[Problem to solve]
Print every record exactly, omitting all pictures.

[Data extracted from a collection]
# # # # #
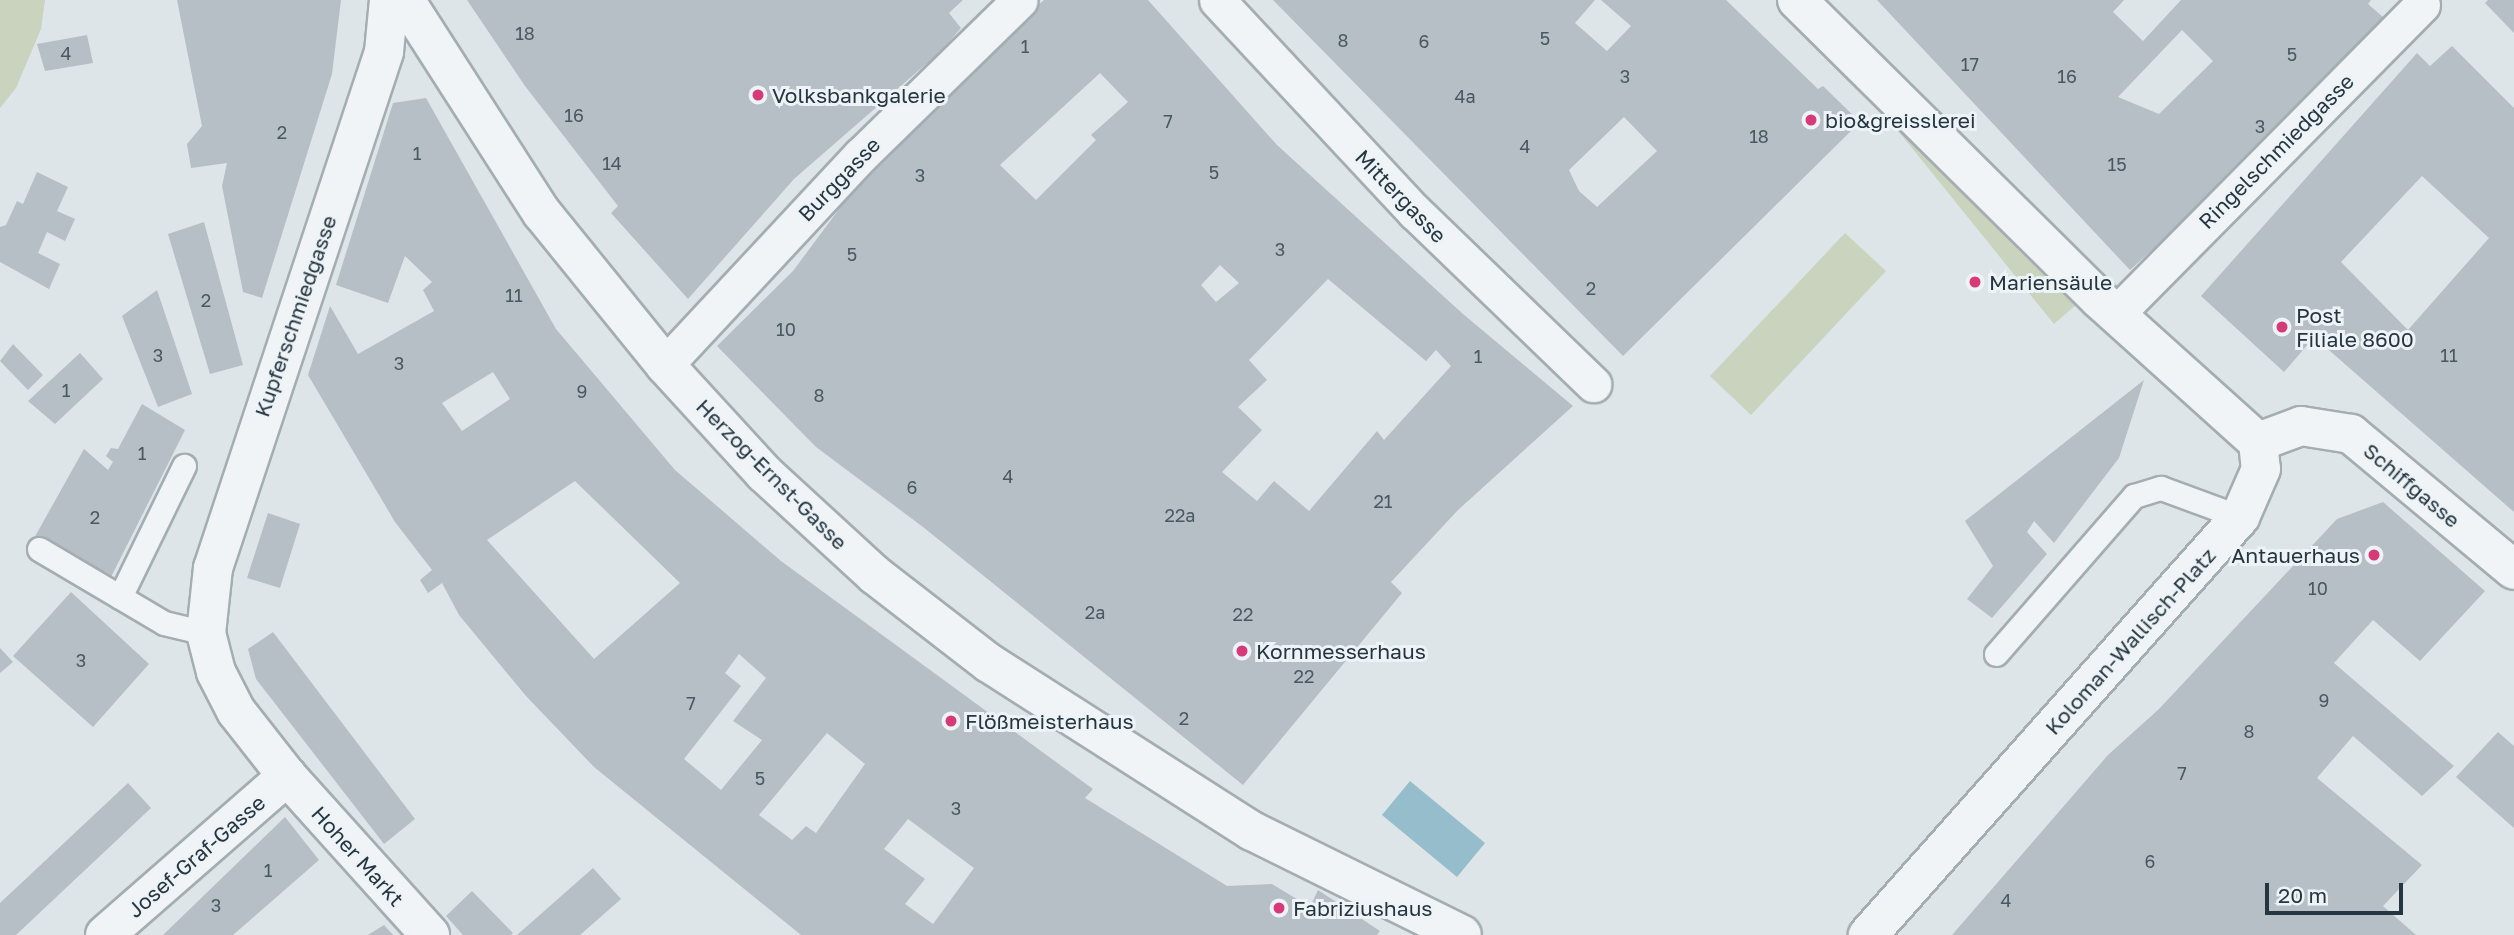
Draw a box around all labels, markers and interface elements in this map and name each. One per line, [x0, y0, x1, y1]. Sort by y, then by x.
house number: 18 [515, 22, 535, 44]
house number: 5 [1540, 27, 1550, 49]
house number: 8 [1338, 29, 1348, 51]
house number: 6 [1419, 30, 1429, 52]
house number: 1 [1021, 35, 1029, 57]
house number: 4 [61, 42, 71, 64]
house number: 5 [2287, 43, 2297, 65]
house number: 17 [1961, 53, 1979, 75]
house number: 3 [1620, 65, 1630, 87]
house number: 16 [2057, 65, 2077, 87]
street label: Ringelschmiedgasse [2193, 68, 2359, 234]
place label: Volksbankgalerie [772, 82, 946, 108]
house number: 4a [1454, 85, 1476, 107]
marker: Volksbankgalerie [750, 87, 766, 103]
house number: 16 [564, 104, 584, 126]
place label: bio&greisslerei [1825, 107, 1976, 133]
house number: 7 [1163, 110, 1173, 132]
marker: bio&greisslerei [1803, 112, 1819, 128]
house number: 3 [2255, 115, 2265, 137]
house number: 2 [277, 121, 287, 143]
house number: 18 [1749, 125, 1769, 147]
street label: Burggasse [793, 132, 885, 226]
house number: 4 [1520, 135, 1530, 157]
house number: 1 [413, 142, 421, 164]
street label: Mittergasse [1350, 144, 1452, 248]
house number: 14 [602, 152, 622, 174]
house number: 15 [2107, 153, 2127, 175]
house number: 5 [1209, 161, 1219, 183]
house number: 3 [915, 164, 925, 186]
street label: Kupferschmiedgasse [249, 212, 341, 420]
house number: 3 [1275, 238, 1285, 260]
house number: 5 [847, 243, 857, 265]
place label: Mariensäule [1989, 269, 2112, 295]
marker: Mariensäule [1967, 274, 1983, 290]
house number: 2 [1586, 277, 1596, 299]
house number: 11 [505, 284, 523, 306]
house number: 2 [201, 289, 211, 311]
place label: Post Filiale 8600 [2296, 302, 2414, 352]
house number: 10 [776, 318, 796, 340]
marker: Post Filiale 8600 [2274, 319, 2290, 335]
house number: 3 [153, 344, 163, 366]
house number: 11 [2440, 344, 2458, 366]
house number: 1 [1474, 345, 1482, 367]
house number: 3 [394, 352, 404, 374]
house number: 1 [62, 379, 70, 401]
house number: 9 [577, 380, 587, 402]
house number: 8 [814, 384, 824, 406]
street label: Herzog-Ernst-Gasse [691, 393, 853, 555]
street label: Schiffgasse [2359, 437, 2465, 533]
house number: 1 [138, 442, 146, 464]
house number: 4 [1003, 465, 1013, 487]
house number: 6 [907, 476, 917, 498]
house number: 21 [1373, 490, 1393, 512]
house number: 22a [1164, 504, 1196, 526]
house number: 2 [90, 506, 100, 528]
street label: Koloman-Wallisch-Platz [2040, 542, 2220, 740]
place label: Antauerhaus [2231, 542, 2360, 568]
marker: Antauerhaus [2366, 547, 2382, 563]
house number: 10 [2308, 577, 2328, 599]
house number: 2a [1085, 601, 1105, 623]
house number: 22 [1233, 603, 1253, 625]
place label: Kornmesserhaus [1256, 638, 1426, 664]
marker: Kornmesserhaus [1234, 643, 1250, 659]
house number: 3 [76, 649, 86, 671]
house number: 22 [1294, 665, 1314, 687]
house number: 9 [2319, 689, 2329, 711]
house number: 7 [686, 692, 696, 714]
house number: 2 [1179, 707, 1189, 729]
place label: Flößmeisterhaus [965, 708, 1134, 734]
marker: Flößmeisterhaus [943, 713, 959, 729]
house number: 8 [2244, 720, 2254, 742]
house number: 7 [2177, 762, 2187, 784]
house number: 5 [755, 767, 765, 789]
street label: Josef-Graf-Gasse [122, 789, 270, 923]
house number: 3 [951, 797, 961, 819]
street label: Hoher Markt [307, 801, 409, 911]
house number: 6 [2145, 850, 2155, 872]
house number: 1 [264, 859, 272, 881]
scale bar [2269, 869, 2407, 913]
text: 20 m [2278, 882, 2327, 908]
house number: 4 [2001, 889, 2011, 911]
house number: 3 [211, 894, 221, 916]
place label: Fabriziushaus [1293, 895, 1432, 921]
marker: Fabriziushaus [1271, 900, 1287, 916]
# # # # #
[Answer space]
Draw a box around all labels, markers and interface elements in this map and name each. One per line, [x0, y0, x1, y1]. Sort by y, then by x.
house number: 18 [515, 22, 535, 44]
house number: 5 [1540, 27, 1550, 49]
house number: 8 [1338, 29, 1348, 51]
house number: 6 [1419, 30, 1429, 52]
house number: 1 [1021, 35, 1029, 57]
house number: 4 [61, 42, 71, 64]
house number: 5 [2287, 43, 2297, 65]
house number: 17 [1961, 53, 1979, 75]
house number: 3 [1620, 65, 1630, 87]
house number: 16 [2057, 65, 2077, 87]
street label: Ringelschmiedgasse [2193, 68, 2359, 234]
place label: Volksbankgalerie [772, 82, 946, 108]
house number: 4a [1454, 85, 1476, 107]
marker: Volksbankgalerie [750, 87, 766, 103]
house number: 16 [564, 104, 584, 126]
place label: bio&greisslerei [1825, 107, 1976, 133]
house number: 7 [1163, 110, 1173, 132]
marker: bio&greisslerei [1803, 112, 1819, 128]
house number: 3 [2255, 115, 2265, 137]
house number: 2 [277, 121, 287, 143]
house number: 18 [1749, 125, 1769, 147]
street label: Burggasse [793, 132, 885, 226]
house number: 4 [1520, 135, 1530, 157]
house number: 1 [413, 142, 421, 164]
street label: Mittergasse [1350, 144, 1452, 248]
house number: 14 [602, 152, 622, 174]
house number: 15 [2107, 153, 2127, 175]
house number: 5 [1209, 161, 1219, 183]
house number: 3 [915, 164, 925, 186]
street label: Kupferschmiedgasse [249, 212, 341, 420]
house number: 3 [1275, 238, 1285, 260]
house number: 5 [847, 243, 857, 265]
place label: Mariensäule [1989, 269, 2112, 295]
marker: Mariensäule [1967, 274, 1983, 290]
house number: 2 [1586, 277, 1596, 299]
house number: 11 [505, 284, 523, 306]
house number: 2 [201, 289, 211, 311]
place label: Post Filiale 8600 [2296, 302, 2414, 352]
house number: 10 [776, 318, 796, 340]
marker: Post Filiale 8600 [2274, 319, 2290, 335]
house number: 3 [153, 344, 163, 366]
house number: 11 [2440, 344, 2458, 366]
house number: 1 [1474, 345, 1482, 367]
house number: 3 [394, 352, 404, 374]
house number: 1 [62, 379, 70, 401]
house number: 9 [577, 380, 587, 402]
house number: 8 [814, 384, 824, 406]
street label: Herzog-Ernst-Gasse [691, 393, 853, 555]
street label: Schiffgasse [2359, 437, 2465, 533]
house number: 1 [138, 442, 146, 464]
house number: 4 [1003, 465, 1013, 487]
house number: 6 [907, 476, 917, 498]
house number: 21 [1373, 490, 1393, 512]
house number: 22a [1164, 504, 1196, 526]
house number: 2 [90, 506, 100, 528]
street label: Koloman-Wallisch-Platz [2040, 542, 2220, 740]
place label: Antauerhaus [2231, 542, 2360, 568]
marker: Antauerhaus [2366, 547, 2382, 563]
house number: 10 [2308, 577, 2328, 599]
house number: 2a [1085, 601, 1105, 623]
house number: 22 [1233, 603, 1253, 625]
place label: Kornmesserhaus [1256, 638, 1426, 664]
marker: Kornmesserhaus [1234, 643, 1250, 659]
house number: 3 [76, 649, 86, 671]
house number: 22 [1294, 665, 1314, 687]
house number: 9 [2319, 689, 2329, 711]
house number: 7 [686, 692, 696, 714]
house number: 2 [1179, 707, 1189, 729]
place label: Flößmeisterhaus [965, 708, 1134, 734]
marker: Flößmeisterhaus [943, 713, 959, 729]
house number: 8 [2244, 720, 2254, 742]
house number: 7 [2177, 762, 2187, 784]
house number: 5 [755, 767, 765, 789]
street label: Josef-Graf-Gasse [122, 789, 270, 923]
house number: 3 [951, 797, 961, 819]
street label: Hoher Markt [307, 801, 409, 911]
house number: 6 [2145, 850, 2155, 872]
house number: 1 [264, 859, 272, 881]
scale bar [2269, 869, 2407, 913]
text: 20 m [2278, 882, 2327, 908]
house number: 4 [2001, 889, 2011, 911]
house number: 3 [211, 894, 221, 916]
place label: Fabriziushaus [1293, 895, 1432, 921]
marker: Fabriziushaus [1271, 900, 1287, 916]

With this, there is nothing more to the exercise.